Moyamoya disease is characterized by progressive stenosis or occlusion at the distal ends of the bilateral carotid arteries that may subsequently progress to their major branches. The clinical findings present with neurological symptoms, whereas ischemic stroke develops in young adults and subarachnoid hemorrhage develops in older patients in moyamoya disease. Most cases are asymptomatic, as in our present case. The prevalence of moyamoya disease in NF1 patients is estimated at 0.6%, among more than one hundred cases reported in pediatric patients [2, 13]. The gene abnormality has been detected in chromosome 17q25.2, which is in close proximity to the NF1 gene on chromosome 17q11.2. There are several reports concerning the association of moyamoya disease and NF1, which could be explained by the close proximity of genes on chromosome 17 [14].

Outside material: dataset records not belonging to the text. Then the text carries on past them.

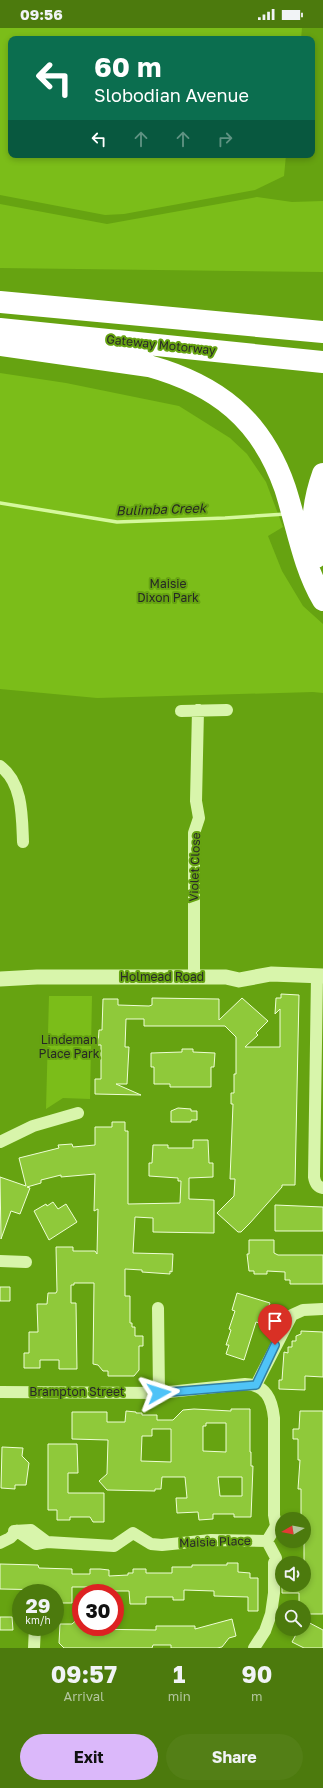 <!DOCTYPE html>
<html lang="en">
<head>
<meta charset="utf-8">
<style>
  :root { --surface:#4c7a0d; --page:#537f16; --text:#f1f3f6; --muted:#b2c59d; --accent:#dbb8fa }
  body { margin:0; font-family:"Golos Text",sans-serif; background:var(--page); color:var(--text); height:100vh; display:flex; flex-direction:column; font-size:15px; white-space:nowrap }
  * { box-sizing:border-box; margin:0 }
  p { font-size:13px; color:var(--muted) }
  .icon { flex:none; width:22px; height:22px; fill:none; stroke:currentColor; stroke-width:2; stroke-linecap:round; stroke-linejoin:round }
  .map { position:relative; height:1620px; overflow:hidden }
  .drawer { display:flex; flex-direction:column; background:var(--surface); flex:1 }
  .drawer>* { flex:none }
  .top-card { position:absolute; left:8px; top:8px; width:307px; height:122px; border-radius:8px; box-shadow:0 2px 6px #0003; background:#0b6e4f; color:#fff; overflow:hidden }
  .needle { width:26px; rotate:261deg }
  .controls { position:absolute; left:275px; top:1484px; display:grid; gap:8px }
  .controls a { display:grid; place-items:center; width:36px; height:36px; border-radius:50%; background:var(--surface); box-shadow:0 2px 6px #0003; font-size:20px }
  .speed { position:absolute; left:12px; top:1556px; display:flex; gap:8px; font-size:20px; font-weight:700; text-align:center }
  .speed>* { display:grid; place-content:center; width:52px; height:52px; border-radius:50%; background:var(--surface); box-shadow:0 2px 6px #0003; line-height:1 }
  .speed small { font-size:10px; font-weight:400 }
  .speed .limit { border:6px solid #d22; background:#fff; color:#111 }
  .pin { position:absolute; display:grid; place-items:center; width:34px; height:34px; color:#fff; margin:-41px -17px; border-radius:50% 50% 50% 0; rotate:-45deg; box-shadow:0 0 4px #0007 }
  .pin .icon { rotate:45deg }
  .me { position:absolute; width:44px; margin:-22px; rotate:84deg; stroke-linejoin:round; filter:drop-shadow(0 0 3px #0008) }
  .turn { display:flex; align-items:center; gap:14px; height:84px; padding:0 20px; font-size:18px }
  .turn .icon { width:52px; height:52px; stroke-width:2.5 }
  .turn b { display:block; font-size:28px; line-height:34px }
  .lanes { display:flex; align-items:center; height:38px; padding:0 20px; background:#0003; justify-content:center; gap:20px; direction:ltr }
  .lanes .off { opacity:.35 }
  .eta { display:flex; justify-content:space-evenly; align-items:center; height:68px; text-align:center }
  .eta b { font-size:24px; font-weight:700; line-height:28px }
  .button { display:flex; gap:8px; margin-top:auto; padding:8px 20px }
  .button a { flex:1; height:46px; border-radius:24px; background:var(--accent); color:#111; font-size:16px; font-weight:700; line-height:46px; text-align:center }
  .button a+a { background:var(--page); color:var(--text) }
  .status { display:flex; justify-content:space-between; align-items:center; height:28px; padding:0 20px; background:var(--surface); direction:ltr }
  .status svg { height:11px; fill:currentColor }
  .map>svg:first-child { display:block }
</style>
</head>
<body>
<div class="status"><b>09:56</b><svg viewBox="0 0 49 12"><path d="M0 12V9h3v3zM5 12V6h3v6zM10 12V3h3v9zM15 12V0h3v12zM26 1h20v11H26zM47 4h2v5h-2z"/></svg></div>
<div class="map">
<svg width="323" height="1620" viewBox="0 0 323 1620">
  <rect width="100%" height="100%" fill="#66a311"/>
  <path fill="#7bbd19" d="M0,0H302L301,11H11V127H286L284,148L255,162L124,186L105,187L0,167Z
    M257,169L292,174L323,173V244L0,240V176L107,196Z
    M0,345L66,355L179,378L230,410L247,426L266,454L283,499L268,508L282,543L303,578L323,596V665L313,664L97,670L0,661Z
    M49,968H92L90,1071L63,1070L46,1081Z"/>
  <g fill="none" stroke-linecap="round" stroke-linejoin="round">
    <path stroke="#d5f89d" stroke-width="3.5" d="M0,475L117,494L225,490L286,486"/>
  </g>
  <path fill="#8fc93a" stroke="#eefed5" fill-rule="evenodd" d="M281,966L299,967L295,1157H282V1159L250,1195L241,1204H238L217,1185L234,1168L235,1151H230L233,1076H231V1065H234V1046H236V1009L225,998H144V991H126L125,1019H129L127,1056H116L141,1067L95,1066V1051H101V1017H98L99,1002H102L103,971H118V977L149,978L152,977V970L219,971V992L242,970L268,993L256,1005L258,1007L245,1019H280V981L275,986L276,970H281Z
    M182,1021H193V1024L215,1025L214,1039H211V1059H170V1056H154V1039H151V1025L182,1024Z
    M178,1080L191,1081V1083H197V1092H191V1094H171V1083Z
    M112,1094H125V1103H128V1176L180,1175L181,1153H178V1150L149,1148V1135H152L153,1117H168V1120H193V1112H208L209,1135H213V1149L189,1150V1171L214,1172V1205L153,1204V1190L135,1189L133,1225L173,1226L172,1244L170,1243V1246L142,1244V1242L125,1241V1268H130V1295H132V1299H135V1308H143V1318H139V1342L134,1348H108V1343H103L98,1337L93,1336L94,1255H74V1257H71V1275H76L77,1341H59V1332H40V1340H24V1325H29V1304H38L37,1276H47L48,1265H56L57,1263L56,1219H73V1223H95L97,1226L98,1181L94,1183L95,1146L61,1149V1147L41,1152V1155L27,1159L30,1160L20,1186L11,1183L1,1211L0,1149L26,1158L19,1130L59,1120L58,1117L72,1116L73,1119L95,1117V1099H112Z
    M53,1174L58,1181L66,1176L77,1194L49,1212L34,1183L46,1176L47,1178Z
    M275,1177L323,1179V1203H275Z
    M249,1212H274V1225L278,1227H323V1256H290V1252H285V1244L267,1243V1246H254V1243H249L247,1226H249Z
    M0,1259H10V1273H0Z
    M237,1265L270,1275L262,1296L256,1294L244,1332L226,1326L229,1317H226L231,1302L229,1301L235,1283L232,1282Z
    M301,1303L323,1304V1349L305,1348V1362L279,1361V1352H282L284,1324L288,1325V1319H292V1313H296V1308L301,1306Z
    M194,1381L231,1383V1381H250V1424H251V1438H253L251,1489H234V1486H213V1491L199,1492L198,1484L177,1485L176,1470H187L185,1449H162L161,1461H155V1463L107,1462L99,1453L107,1446L108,1412L72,1411V1384H107V1394H125L126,1383L136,1384V1385H142V1387H157V1392H173L183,1382ZM206,1395H226V1424L203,1423V1398H206ZM152,1401H171V1434L141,1433L142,1408H152ZM218,1449H242V1468H220Z
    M300,1383H323V1586H304V1579H299V1565H282V1557H304V1491H301V1461H298L300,1432H298V1411H293V1401H299Z
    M48,1416H77L78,1445H68V1465H104V1494H93L90,1489H70V1492H57V1482H48Z
    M2,1419L23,1420L22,1428L29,1435L26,1457H15V1461L1,1460Z
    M227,1535H238V1544L250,1545V1550H258V1583H248V1569L214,1568V1563L184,1562V1572H173V1569H146V1576H130L129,1563H107L99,1565V1562H94V1559H72V1575H60V1571H55V1565H52V1562L0,1561V1536L38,1537L39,1540L72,1541V1546H90V1541H100L109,1542V1548L128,1547V1545H133V1541H146V1545H172V1539H192V1537H227Z
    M81,1588V1599H83V1601L156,1602V1598H195V1601L232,1591L236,1608L229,1610L222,1619L217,1620H171V1617H153L152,1620H64L59,1615L60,1596H72Z
    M0,1589H12L13,1602H0Z
    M304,1592L323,1602V1620H304L292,1614L299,1601H304Z"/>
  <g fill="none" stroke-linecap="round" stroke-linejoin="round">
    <path stroke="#d8f5ab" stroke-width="12" d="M181,683L227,682
      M0,738C23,755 22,789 23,814
      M317,948L314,1149C315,1155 317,1159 323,1160
      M194,949V805L199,790L196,773L198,682
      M0,1114L33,1098L78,1085
      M0,1233L26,1234
      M158,1280L159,1365
      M256,1357L292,1287L303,1282L323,1281
      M0,1364L159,1365L245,1356C266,1357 272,1371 274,1390V1487L276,1498L267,1513L276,1530L274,1535V1565L271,1586L265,1603L254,1620
      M14,1503L31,1502L47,1514
      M0,1515L10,1510L17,1503L36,1516L47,1514L114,1518L133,1505L151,1516L162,1517L211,1512L267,1513
      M34,1620L35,1599"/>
    <path stroke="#d8f5ab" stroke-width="15" d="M0,951L37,949H226L239,952L271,946L323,948"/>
    <path stroke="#fff" stroke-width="22" d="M0,274L323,304
      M0,301L323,334
      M0,317L149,338C217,357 261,391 285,460C297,497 303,538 323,572
      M316,529C310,500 313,474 323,446"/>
  </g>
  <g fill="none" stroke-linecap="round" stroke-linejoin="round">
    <defs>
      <path id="route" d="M159,1365L256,1357L275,1317"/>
    </defs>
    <use href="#route" stroke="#337fa1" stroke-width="10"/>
    <use href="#route" stroke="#4fc3f7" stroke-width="7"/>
  </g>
  <g text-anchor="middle" stroke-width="4" stroke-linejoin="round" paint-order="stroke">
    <g font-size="12" fill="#292929" stroke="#66a311">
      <text transform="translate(161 317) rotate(6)" y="4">Gateway Motorway</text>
      <text transform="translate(195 839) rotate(-88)" y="4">Violet Close</text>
      <text x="162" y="953">Holmead Road</text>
      <text x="77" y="1368">Brampton Street</text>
      <text transform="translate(215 1514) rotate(-2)" y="4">Maisie Place</text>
    </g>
    <g font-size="12" fill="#272925" stroke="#66a311">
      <text x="168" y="560">Maisie<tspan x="168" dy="14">Dixon Park</tspan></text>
      <text x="69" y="1016">Lindeman<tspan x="69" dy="14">Place Park</tspan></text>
    </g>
    <g font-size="13" font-style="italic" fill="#262822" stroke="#66a311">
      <text transform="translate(161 481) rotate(-2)" y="5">Bulimba Creek</text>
    </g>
  </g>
</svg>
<div class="controls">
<a><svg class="needle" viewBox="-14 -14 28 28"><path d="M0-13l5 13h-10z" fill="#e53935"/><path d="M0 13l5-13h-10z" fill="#b2c59d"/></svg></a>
<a><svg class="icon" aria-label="sound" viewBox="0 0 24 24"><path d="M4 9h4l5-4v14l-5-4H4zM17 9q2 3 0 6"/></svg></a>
<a><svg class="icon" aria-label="search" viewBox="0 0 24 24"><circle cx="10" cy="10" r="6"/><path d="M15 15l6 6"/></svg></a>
</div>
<div class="speed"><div>29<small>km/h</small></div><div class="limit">30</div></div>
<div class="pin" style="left:275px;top:1317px;background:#d93025"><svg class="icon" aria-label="arrive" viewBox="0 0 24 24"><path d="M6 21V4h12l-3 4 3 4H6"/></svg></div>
<svg class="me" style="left:159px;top:1365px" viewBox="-20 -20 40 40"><path d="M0-17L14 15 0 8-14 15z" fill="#4fc3f7" stroke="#fff" stroke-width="4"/></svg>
<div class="top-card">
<div class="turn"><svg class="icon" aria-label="left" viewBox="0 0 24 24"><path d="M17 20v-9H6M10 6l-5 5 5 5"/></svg><div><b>60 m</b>Slobodian Avenue</div></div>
<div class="lanes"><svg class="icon" aria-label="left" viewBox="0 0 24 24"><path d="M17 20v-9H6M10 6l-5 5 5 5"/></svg><svg class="icon off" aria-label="ahead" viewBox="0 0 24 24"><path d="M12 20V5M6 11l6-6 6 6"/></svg><svg class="icon off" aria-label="ahead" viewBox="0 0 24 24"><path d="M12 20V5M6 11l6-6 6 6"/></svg><svg class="icon off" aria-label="right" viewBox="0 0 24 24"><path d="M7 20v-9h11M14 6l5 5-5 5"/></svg></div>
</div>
</div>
<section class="drawer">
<div class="eta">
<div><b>09:57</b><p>Arrival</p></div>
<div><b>1</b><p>min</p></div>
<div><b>90</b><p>m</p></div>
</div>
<div class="button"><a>Exit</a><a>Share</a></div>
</section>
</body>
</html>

A combination of hyperparathyroidism and NF1 is also a rare phenomenon. Although some NF1 patients who developed primary hyperparathyroidism have been reported in the literature, the pathogenesis of parathyroid adenoma in NF1 patients has not been yet elucidated, but multiple endocrine adenoma and a genetic link have been suggested. Daly et al. reported that their patients’ conditions resembled Sipple’s syndrome in that they had both parathyroid adenoma and neurofibromatosis, which suggested the tumors to be genetically linked [15]. Gkaliagkousi et al. described a case with a clinically and genetically established NF1 diagnosis and clinically established MEN2A diagnosis, but genetic testing for MEN2A was negative [16]. Also, there are several case reports in which NF1 was combined not only with the presence of parathyroid neoplasms, but also with other neoplastic disorders [17]. This association supports the hypothesis of a variant of MEN syndrome.

NF1 has been reported to be associated with a number of neoplasms; however, to the best of our knowledge, the coexistence of NF1, SFT, GIST, and moyamoya disease has not been previously reported. Therefore, this case is likely to be the first reported case to involve the coexistence of all four conditions. Further studies are needed to elucidate the association between these rare but interesting conditions. In conclusion, we encountered pleural SFT, multiple GISTs, moyamoya disease, and hyperparathyroidism in a patient with NF1.

Consent

Written informed consent was obtained from the patient for the publication of this report and any accompanying images.

Conflict of Interests

The authors declare that they have no competing interests.